== Segment start ==
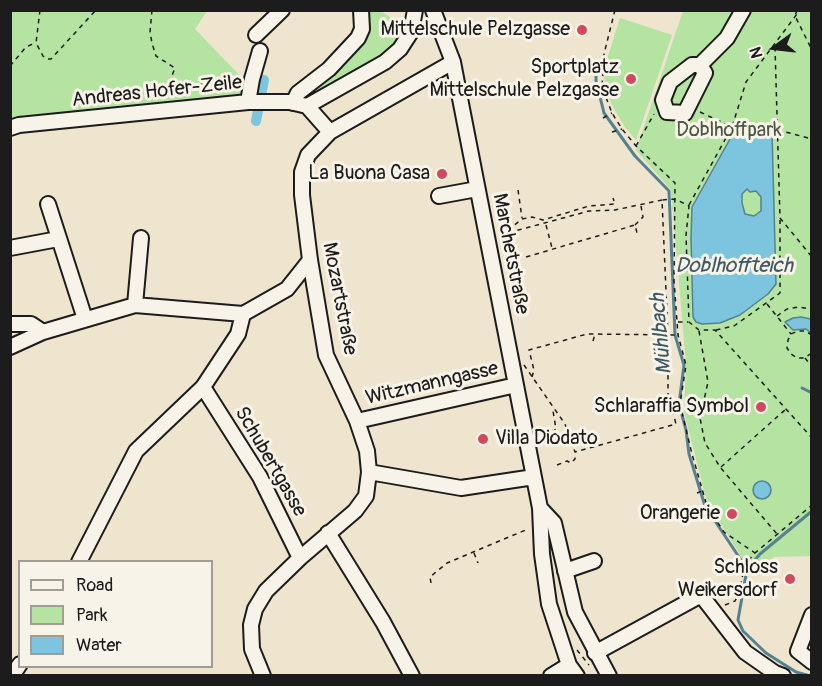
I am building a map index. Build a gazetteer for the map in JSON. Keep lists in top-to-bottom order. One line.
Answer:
{"streets":{"street":["Andreas Hofer-Zeile","Marchetstraße","Mozartstraße","Witzmanngasse","Schubertgasse"]},"crossings":[["Marchetstraße","Mozartstraße"],["Marchetstraße","Witzmanngasse"],["Mozartstraße","Witzmanngasse"],["Mozartstraße","Schubertgasse"]],"water":["Doblhoffteich","Mühlbach"],"parks":["Doblhoffpark"],"places":["Mittelschule Pelzgasse","Sportplatz Mittelschule Pelzgasse","La Buona Casa","Schlaraffia Symbol","Villa Diodato","Orangerie","Schloss Weikersdorf"],"legend":["Road","Park","Water"],"north":"left"}
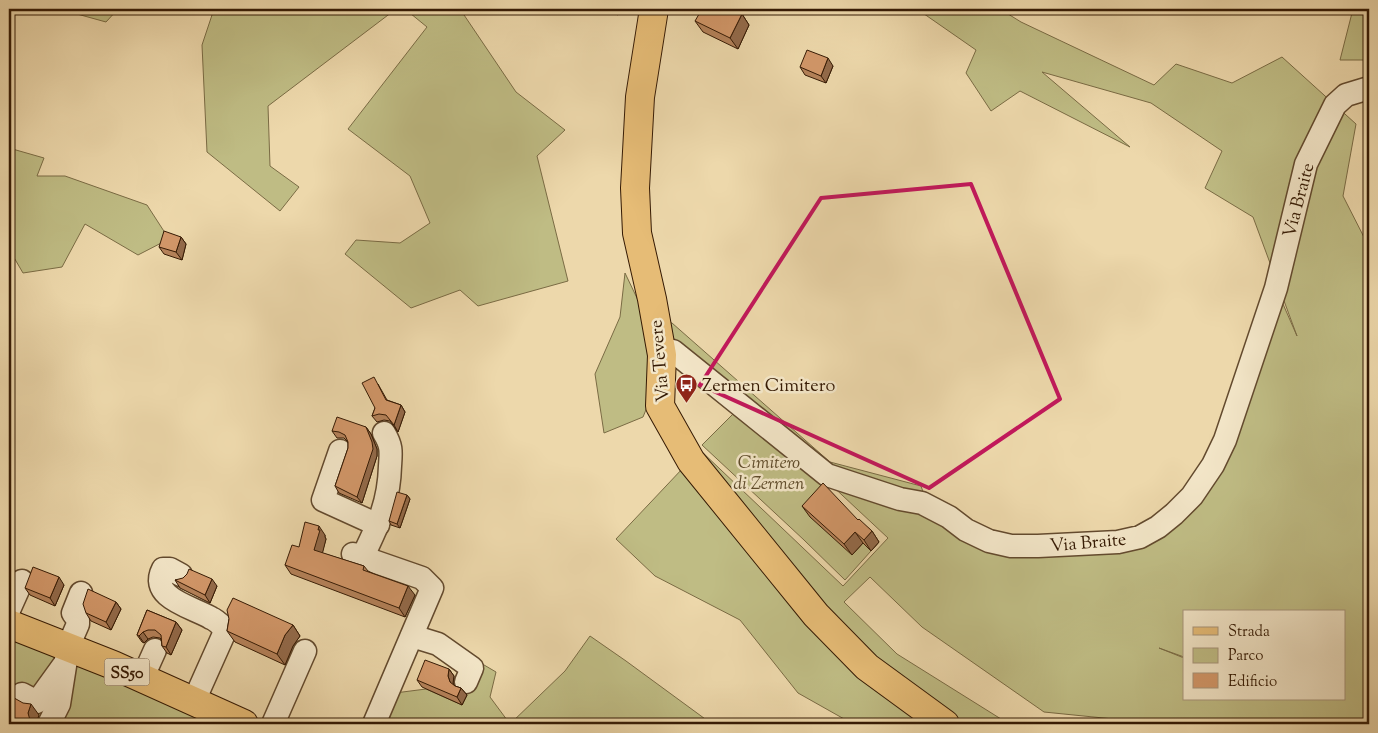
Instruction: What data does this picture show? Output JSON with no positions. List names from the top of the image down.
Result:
== Segment end ==
◆ Your instructions: Your task is to return each line of the data above that contains the string "JSON".

◆ Answer to this problem:
I am building a map index. Build a gazetteer for the map in JSON. Keep lists in top-to-bottom order. One line.
Instruction: What data does this picture show? Output JSON with no positions. List names from the top of the image down.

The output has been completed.